Activity:
I need the number of lines in the data that include "none"; reply with that number alone.

Items from a dataset
▼▼▼

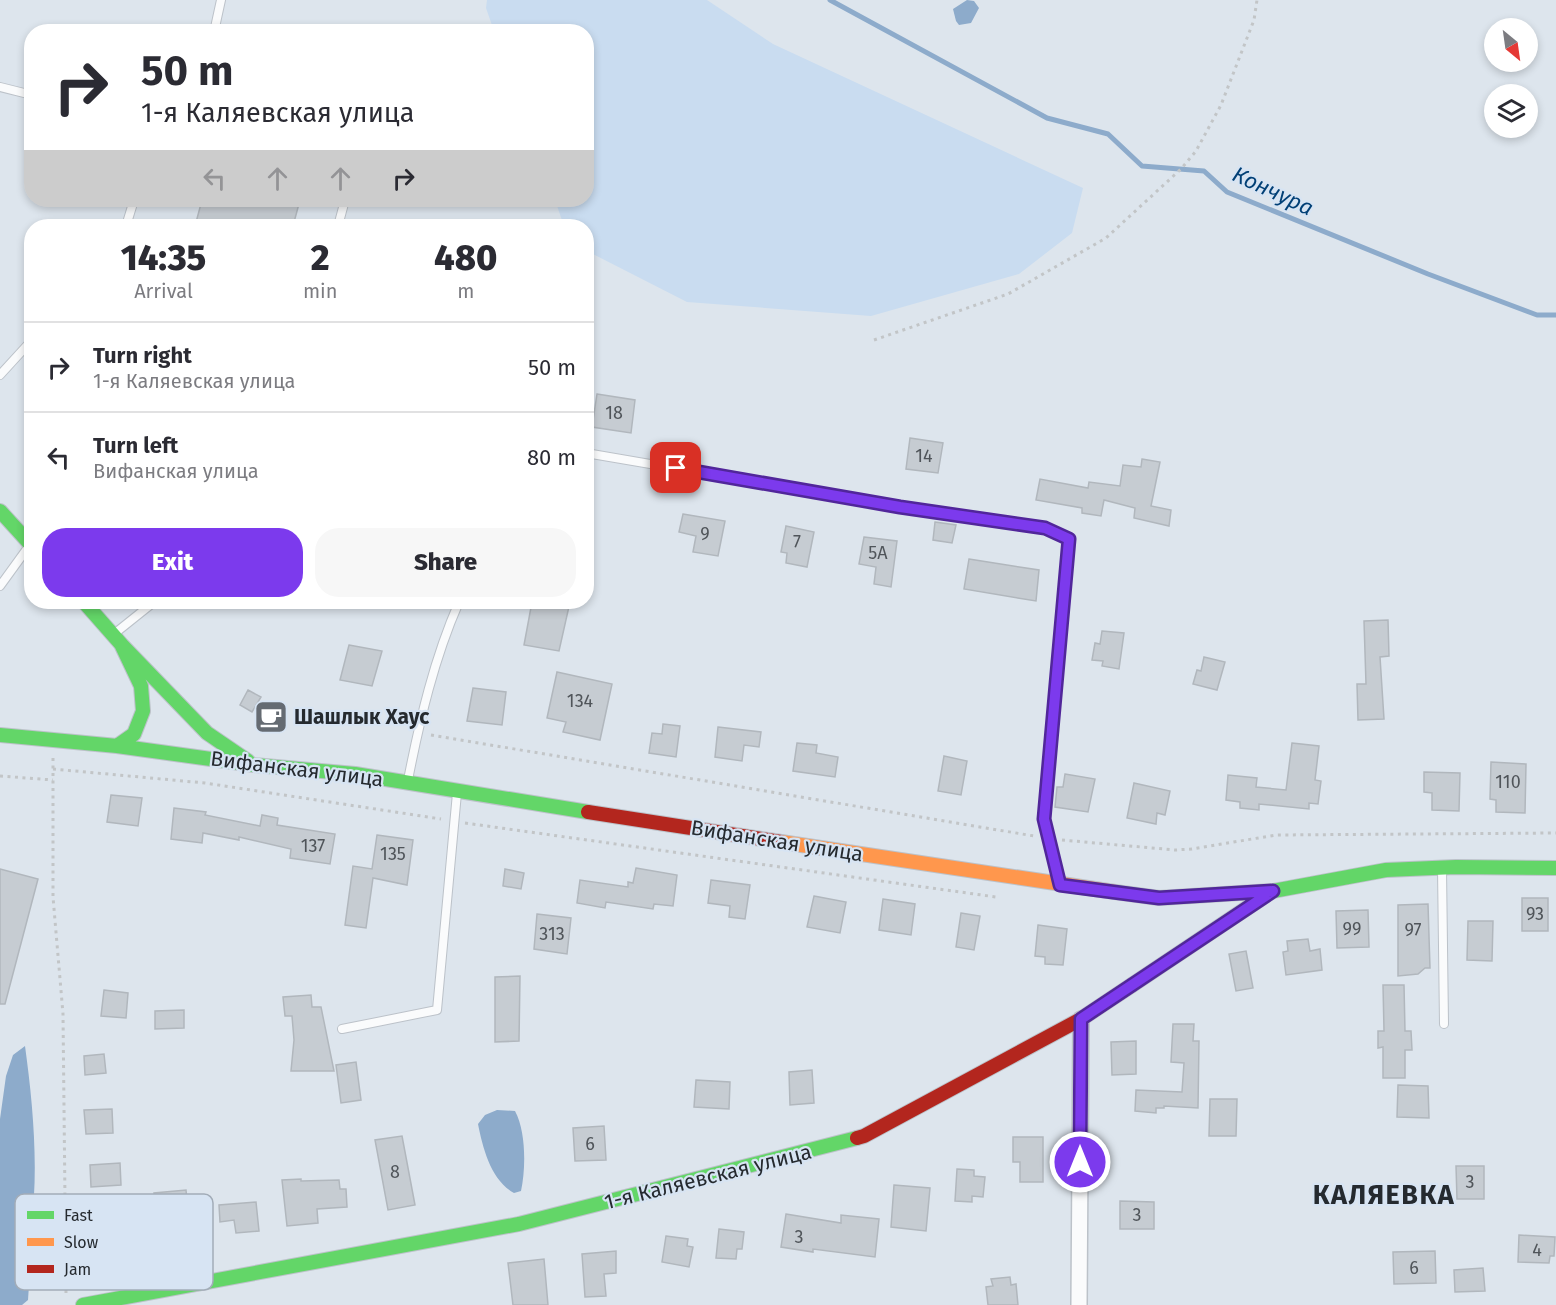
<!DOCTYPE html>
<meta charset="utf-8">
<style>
:root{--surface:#fff;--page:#f7f7f7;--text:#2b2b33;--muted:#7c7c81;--line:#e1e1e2;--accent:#7c3aed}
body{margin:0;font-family:"Fira Sans",sans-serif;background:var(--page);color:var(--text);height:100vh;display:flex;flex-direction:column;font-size:22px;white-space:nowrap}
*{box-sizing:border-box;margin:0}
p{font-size:20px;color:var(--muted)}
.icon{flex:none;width:33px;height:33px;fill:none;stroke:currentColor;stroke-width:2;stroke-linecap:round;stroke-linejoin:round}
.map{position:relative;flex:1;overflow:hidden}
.drawer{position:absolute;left:24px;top:219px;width:570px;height:390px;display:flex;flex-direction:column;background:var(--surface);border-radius:24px;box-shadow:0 3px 9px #0003}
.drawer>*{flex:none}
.guide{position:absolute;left:24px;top:24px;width:570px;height:183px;border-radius:24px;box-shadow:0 3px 9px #0003;background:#fff;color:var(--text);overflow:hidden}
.needle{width:39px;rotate:151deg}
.buttons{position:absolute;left:1484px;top:18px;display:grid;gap:12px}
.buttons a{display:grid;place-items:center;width:54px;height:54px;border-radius:50%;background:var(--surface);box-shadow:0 3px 9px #0003;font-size:30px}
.pin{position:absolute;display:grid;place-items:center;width:51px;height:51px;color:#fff;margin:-26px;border-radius:12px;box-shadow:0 3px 9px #0006}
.me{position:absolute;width:66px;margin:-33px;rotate:0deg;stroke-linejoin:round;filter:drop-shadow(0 0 4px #0008)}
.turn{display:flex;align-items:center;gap:21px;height:126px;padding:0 18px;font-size:27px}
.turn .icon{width:78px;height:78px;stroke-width:2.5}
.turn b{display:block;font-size:42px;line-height:51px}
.lanes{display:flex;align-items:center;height:57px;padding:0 18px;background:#0003;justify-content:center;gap:30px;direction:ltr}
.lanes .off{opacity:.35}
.eta{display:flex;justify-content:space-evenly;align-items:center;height:102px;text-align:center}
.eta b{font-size:36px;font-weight:800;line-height:42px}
.primary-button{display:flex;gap:12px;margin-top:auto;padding:12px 18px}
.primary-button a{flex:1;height:69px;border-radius:24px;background:var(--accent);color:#fff;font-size:24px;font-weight:800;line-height:69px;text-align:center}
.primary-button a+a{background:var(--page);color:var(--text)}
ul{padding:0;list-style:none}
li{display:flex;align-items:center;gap:18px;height:90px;padding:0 18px;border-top:2px solid var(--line)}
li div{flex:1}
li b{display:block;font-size:22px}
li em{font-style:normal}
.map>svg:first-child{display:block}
.green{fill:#c9dcf0}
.water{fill:#8dabcb}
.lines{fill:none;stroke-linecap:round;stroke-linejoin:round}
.stream{stroke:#8dabcb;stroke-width:5}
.building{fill:#c6ccd2;stroke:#b1b7bd;stroke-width:1.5}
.lane-casing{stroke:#bcc2c9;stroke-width:10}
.street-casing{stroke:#bcc2c9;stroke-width:18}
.fast-casing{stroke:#bcc2c9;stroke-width:16}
.slow-casing{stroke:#bcc2c9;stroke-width:16}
.jam-casing{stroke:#bcc2c9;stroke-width:16}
.path{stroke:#c2c5c7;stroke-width:3;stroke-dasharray:3 4.5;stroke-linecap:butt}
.lane{stroke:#fafbfc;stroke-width:8}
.street{stroke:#fafbfc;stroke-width:15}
.fast{stroke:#63d668;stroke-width:14}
.slow{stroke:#ff974d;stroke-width:14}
.jam{stroke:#b3261e;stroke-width:14}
.route-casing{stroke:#51269a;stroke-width:15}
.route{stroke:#7c3aed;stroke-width:10}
.labels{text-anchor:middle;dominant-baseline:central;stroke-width:4.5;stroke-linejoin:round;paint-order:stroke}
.number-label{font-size:18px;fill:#50555a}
.poi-label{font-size:21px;font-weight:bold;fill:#252a2f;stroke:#d7e4f3;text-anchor:start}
.street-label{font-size:21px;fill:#252a2f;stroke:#d7e4f3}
.water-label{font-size:22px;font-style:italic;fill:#024076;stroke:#d7e4f3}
.district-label{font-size:27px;font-weight:bold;letter-spacing:1.5px;fill:#252a2f;stroke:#d7e4f3}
.key{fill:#d7e4f3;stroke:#a2acb8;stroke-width:1.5}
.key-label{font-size:16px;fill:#252a2f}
</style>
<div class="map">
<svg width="1556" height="1305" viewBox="0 0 1556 1305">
<rect width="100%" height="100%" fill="#dde5ed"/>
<path class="green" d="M487,0H707L773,44L1083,188L1072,233L1019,274L871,316L687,302L587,251L586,226H564L555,200H586V32L494,31L486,8Z"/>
<path class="water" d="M967,0L974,1L979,8L971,23L959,25L956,21L953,9Z
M25,1046C33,1104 39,1169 31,1227L19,1235L29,1285L28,1300L22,1305H0V1119L6,1076L13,1055Z
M497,1110L515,1111C526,1131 526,1168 521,1191L514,1193C491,1180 483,1149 478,1124L485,1115Z"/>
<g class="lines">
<path class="stream" d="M830,0L1047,118L1108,134L1142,166L1204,171L1227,192L1428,274L1537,315H1556"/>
</g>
<path class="building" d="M202,200H300L293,226H195Z
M597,394L635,400L631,433L592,427Z
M910,438L943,443L938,473L906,469Z
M1142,459L1160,462L1151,506L1171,510L1169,526L1134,518L1135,508L1104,500L1101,516L1082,513V508L1036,500L1040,479L1088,488L1089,482L1120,486L1123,465L1141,467Z
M683,514L725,521L718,556L693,552L696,536L679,532Z
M935,522L956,525L952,543L933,540Z
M786,526L814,532L807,567L786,563L787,553L781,552Z
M864,537L897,541L891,587L874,584L876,567L859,564Z
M969,559L1039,570L1036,601L964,589Z
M532,602H570L559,651L524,645Z
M1388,620L1389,656L1380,657L1384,719L1358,720L1357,684H1366L1364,621Z
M1102,631L1124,633L1119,669L1102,666L1103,661L1092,660L1095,643L1100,644Z
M349,645L382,651L372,686L340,680Z
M1204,657L1225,662L1217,690L1193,684L1197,670L1201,671Z
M557,672L612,684L600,740L563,732L566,722L547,718Z
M473,688L506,692L502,725L467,721Z
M248,690L261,697L252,712L240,705Z
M663,724L680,726L676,757L649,753L652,733L662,734Z
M718,727L761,732L759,747L744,745L742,761L715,757Z
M797,743L817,745L816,753L838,757L835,777L793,771Z
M1292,743L1319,746L1315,780L1321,781L1318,804L1309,803V809L1259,804V810L1240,808V802L1226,800L1228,775L1257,778L1256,787L1286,790Z
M944,756L967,761L961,795L938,791Z
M1491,762L1526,764L1525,813L1496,812V800L1490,799Z
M1424,772L1460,773L1459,811L1432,810V793L1424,792Z
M1065,774L1095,779L1088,812L1055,807L1057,787H1063Z
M1134,783L1170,791L1165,815L1157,813L1156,824L1127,818Z
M111,795L142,798L138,826L107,822Z
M174,808L206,812L205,815L260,826L262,815L278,818L277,825L335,834L330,864L290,858L291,849L239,837V840L203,833L202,843L171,839Z
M377,835L413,840L407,885L373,878L366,928L345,925L353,866L372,869Z
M636,868L677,875L673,906L654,904L653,909L606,902L605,908L577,903L580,880L628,887V882L633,883Z
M0,869L38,879L5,1004H0Z
M505,869L524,873L521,889L503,886Z
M711,880L750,885L745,919L729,917L730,906L708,903Z
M814,896L846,902L840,933L807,927Z
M1522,898H1548V931H1522Z
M883,899L915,904L911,935L879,930Z
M1428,904L1430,968H1425L1418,974L1398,976V905Z
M1368,910L1369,947L1337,948L1336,911Z
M961,913L980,916L974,950L956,947Z
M537,914L571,918L567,954L534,949Z
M1468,921H1493L1492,961L1467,960Z
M1038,925L1067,929L1063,965L1045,964V957L1035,956Z
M1308,939L1310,951L1320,949L1322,970L1286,975L1283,952L1288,951L1287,941Z
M1246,951L1253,988L1236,991L1229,954Z
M520,976L519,1041L495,1042V977Z
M1383,985H1404L1405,1031H1411L1412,1050H1405V1078H1383V1047L1378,1048V1031H1384Z
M104,990L128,993L126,1018L101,1016Z
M311,995L312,1007H321L334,1071H291L294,1040L292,1016H285L283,997Z
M184,1010V1028L155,1029V1011Z
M1173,1024H1194L1193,1041H1199L1198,1108L1164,1106V1108H1156V1113L1135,1111L1136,1090L1182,1092L1184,1063L1171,1062Z
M1136,1041V1074L1112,1075L1111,1042Z
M104,1054L106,1073L85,1075L84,1056Z
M356,1062L361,1100L341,1103L336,1065Z
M812,1070L814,1103L790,1105L789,1072Z
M696,1080L730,1082L729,1109L694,1107Z
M1398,1085L1428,1086L1429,1118L1397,1117Z
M1210,1099H1237L1236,1136H1209Z
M112,1109L113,1133L86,1134L84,1110Z
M604,1126L606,1160L575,1161L573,1128Z
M402,1136L415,1205L388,1210L375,1140Z
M1013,1137H1043V1182H1020V1162H1013Z
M120,1163L121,1185L91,1187L90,1165Z
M1456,1166H1484V1199H1457Z
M957,1169L974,1170V1176L985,1177L983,1197L972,1196V1202L955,1201Z
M301,1179V1181L339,1180L340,1189H346L347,1207L317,1209L318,1223L287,1226L282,1180Z
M894,1185L930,1188L926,1231L891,1227Z
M186,1190L188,1211L179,1212L180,1218L157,1220L154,1193Z
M1120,1201L1154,1202V1229H1120Z
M256,1202L259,1231L236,1233L234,1220L220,1222L219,1205Z
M786,1214L841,1223V1215L879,1219L875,1257L813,1249V1252L781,1247Z
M719,1229L744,1232L742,1249H737L736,1259L716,1258Z
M1519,1235L1555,1237L1554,1256H1550L1549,1263L1518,1262Z
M666,1236L688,1239L687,1246L693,1247L689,1267L662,1262Z
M616,1251V1273L604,1274L606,1296L585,1297L582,1254Z
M1435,1251L1436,1283L1394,1284L1393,1252Z
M544,1259L548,1305H513L508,1263Z
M1483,1268L1485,1291L1455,1292L1454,1270Z
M1010,1277L1011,1285L1016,1284L1018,1305H988L986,1287L993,1286L991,1279Z"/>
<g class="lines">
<g class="lane-casing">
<path id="lane" d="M214,32L221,0
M0,87L32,95
M126,226L134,200
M338,226L345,200
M0,375L32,340
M586,453L901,507L1045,528L1069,539L1044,819L1059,884
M0,586L29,546
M114,634L154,602
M408,780C420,719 434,659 459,602
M1442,869L1444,1024
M342,1029L437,1010L457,793"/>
</g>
<g class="street-casing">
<path id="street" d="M1079,1305L1081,1019"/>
</g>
<g class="fast-casing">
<path id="fast" d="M0,511L32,546
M84,602L121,644L141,686L143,711L134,734L117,746
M121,644L207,733L248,761
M0,735L117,746L254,765L355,774L588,812
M1115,892L1159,898L1273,891L1386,870L1456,867L1556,868
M1132,985L1271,892
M83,1305L519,1224L857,1138"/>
</g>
<g class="slow-casing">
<path id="slow" d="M781,842L1115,892"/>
</g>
<g class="jam-casing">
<path id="jam" d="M588,812L781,842
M857,1138L864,1136L1081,1019L1132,985"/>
</g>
<path class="path" d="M874,340L1008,294L1106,238L1181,169L1196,151L1221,105L1254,20L1257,0
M431,735L1034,836
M53,758V897L63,1014L66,1294
M53,769L205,783L441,819
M0,776L53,780
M465,823L996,897
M1062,840L1175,850L1192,849L1276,835L1556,833"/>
<use href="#lane" class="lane"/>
<use href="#street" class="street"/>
<use href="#fast" class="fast"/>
<use href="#slow" class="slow"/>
<use href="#jam" class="jam"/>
</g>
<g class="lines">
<g class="route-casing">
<path id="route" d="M676,468L900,507L1045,528L1069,539L1044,819L1060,885L1159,898L1273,891L1081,1019L1080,1162"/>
</g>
<use href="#route" class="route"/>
</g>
<defs>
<g id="cafe-square" transform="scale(1.725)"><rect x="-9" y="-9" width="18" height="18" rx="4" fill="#656b72" stroke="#d7e4f3"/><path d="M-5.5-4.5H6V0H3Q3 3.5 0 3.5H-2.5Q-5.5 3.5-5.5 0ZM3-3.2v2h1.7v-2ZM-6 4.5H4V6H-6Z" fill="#fff"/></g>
</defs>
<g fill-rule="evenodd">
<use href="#cafe-square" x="271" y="717"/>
</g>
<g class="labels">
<g class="number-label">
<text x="614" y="413">18</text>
<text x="924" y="456">14</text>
<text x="705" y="534">9</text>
<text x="797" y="542">7</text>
<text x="878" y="553">5А</text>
<text x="580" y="701">134</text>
<text x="1508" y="782">110</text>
<text x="313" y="846">137</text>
<text x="393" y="854">135</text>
<text x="1535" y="914">93</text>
<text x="1352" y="929">99</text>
<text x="1413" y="930">97</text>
<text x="552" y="934">313</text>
<text x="590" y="1144">6</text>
<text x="395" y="1172">8</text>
<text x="1470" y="1182">3</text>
<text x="1137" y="1215">3</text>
<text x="799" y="1237">3</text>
<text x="1537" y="1250">4</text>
<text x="1414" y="1268">6</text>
</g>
<g class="poi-label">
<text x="294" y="717">Шашлык Хаус</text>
</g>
<g class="street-label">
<text transform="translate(297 769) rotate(7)">Вифанская улица</text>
<text transform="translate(777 841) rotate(9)">Вифанская улица</text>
<text transform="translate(708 1177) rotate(-14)">1-я Каляевская улица</text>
</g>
<g class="water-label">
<text transform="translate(1273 191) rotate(25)">Кончура</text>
</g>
<g class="district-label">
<text x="1384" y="1195">КАЛЯЕВКА</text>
</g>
</g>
<rect x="15" y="1194" width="198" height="96" rx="9" class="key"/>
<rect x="27" y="1211" width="27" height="8" fill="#63d668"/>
<rect x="27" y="1238" width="27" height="8" fill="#ff974d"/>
<rect x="27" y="1265" width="27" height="8" fill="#b3261e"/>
<g class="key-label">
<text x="64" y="1221">Fast</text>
<text x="64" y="1248">Slow</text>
<text x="64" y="1275">Jam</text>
</g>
</svg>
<div class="buttons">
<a><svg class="needle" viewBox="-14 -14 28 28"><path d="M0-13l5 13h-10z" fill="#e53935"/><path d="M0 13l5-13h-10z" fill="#7c7c81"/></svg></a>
<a><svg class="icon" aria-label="layers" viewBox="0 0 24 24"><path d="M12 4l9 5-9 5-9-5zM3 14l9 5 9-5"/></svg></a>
</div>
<div class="pin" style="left:676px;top:468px;background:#d93025"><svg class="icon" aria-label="arrive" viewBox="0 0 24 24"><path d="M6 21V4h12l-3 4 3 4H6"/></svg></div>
<svg class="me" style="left:1080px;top:1162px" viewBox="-20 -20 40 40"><circle r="17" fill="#7c3aed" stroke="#fff" stroke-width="3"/><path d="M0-11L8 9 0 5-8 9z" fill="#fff"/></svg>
<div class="guide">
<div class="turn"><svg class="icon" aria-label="right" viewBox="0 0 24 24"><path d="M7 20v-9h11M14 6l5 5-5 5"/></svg><div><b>50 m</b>1-я Каляевская улица</div></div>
<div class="lanes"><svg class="icon off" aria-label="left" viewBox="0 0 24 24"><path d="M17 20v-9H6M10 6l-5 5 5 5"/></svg><svg class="icon off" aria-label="ahead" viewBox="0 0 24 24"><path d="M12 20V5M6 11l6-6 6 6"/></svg><svg class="icon off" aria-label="ahead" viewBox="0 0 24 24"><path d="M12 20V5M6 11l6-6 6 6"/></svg><svg class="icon" aria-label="right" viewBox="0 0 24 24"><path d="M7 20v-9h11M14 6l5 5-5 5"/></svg></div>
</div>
<section class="drawer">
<div class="eta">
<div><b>14:35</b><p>Arrival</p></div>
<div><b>2</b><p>min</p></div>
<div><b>480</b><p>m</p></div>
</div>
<ul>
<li><svg class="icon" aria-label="right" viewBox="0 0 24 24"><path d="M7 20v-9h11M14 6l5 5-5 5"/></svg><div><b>Turn right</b><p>1-я Каляевская улица</p></div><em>50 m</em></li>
<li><svg class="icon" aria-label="left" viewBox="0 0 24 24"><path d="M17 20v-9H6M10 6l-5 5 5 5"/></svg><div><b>Turn left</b><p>Вифанская улица</p></div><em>80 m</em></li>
</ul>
<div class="primary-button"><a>Exit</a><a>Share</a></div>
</section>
</div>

▲▲▲

The completed task:
4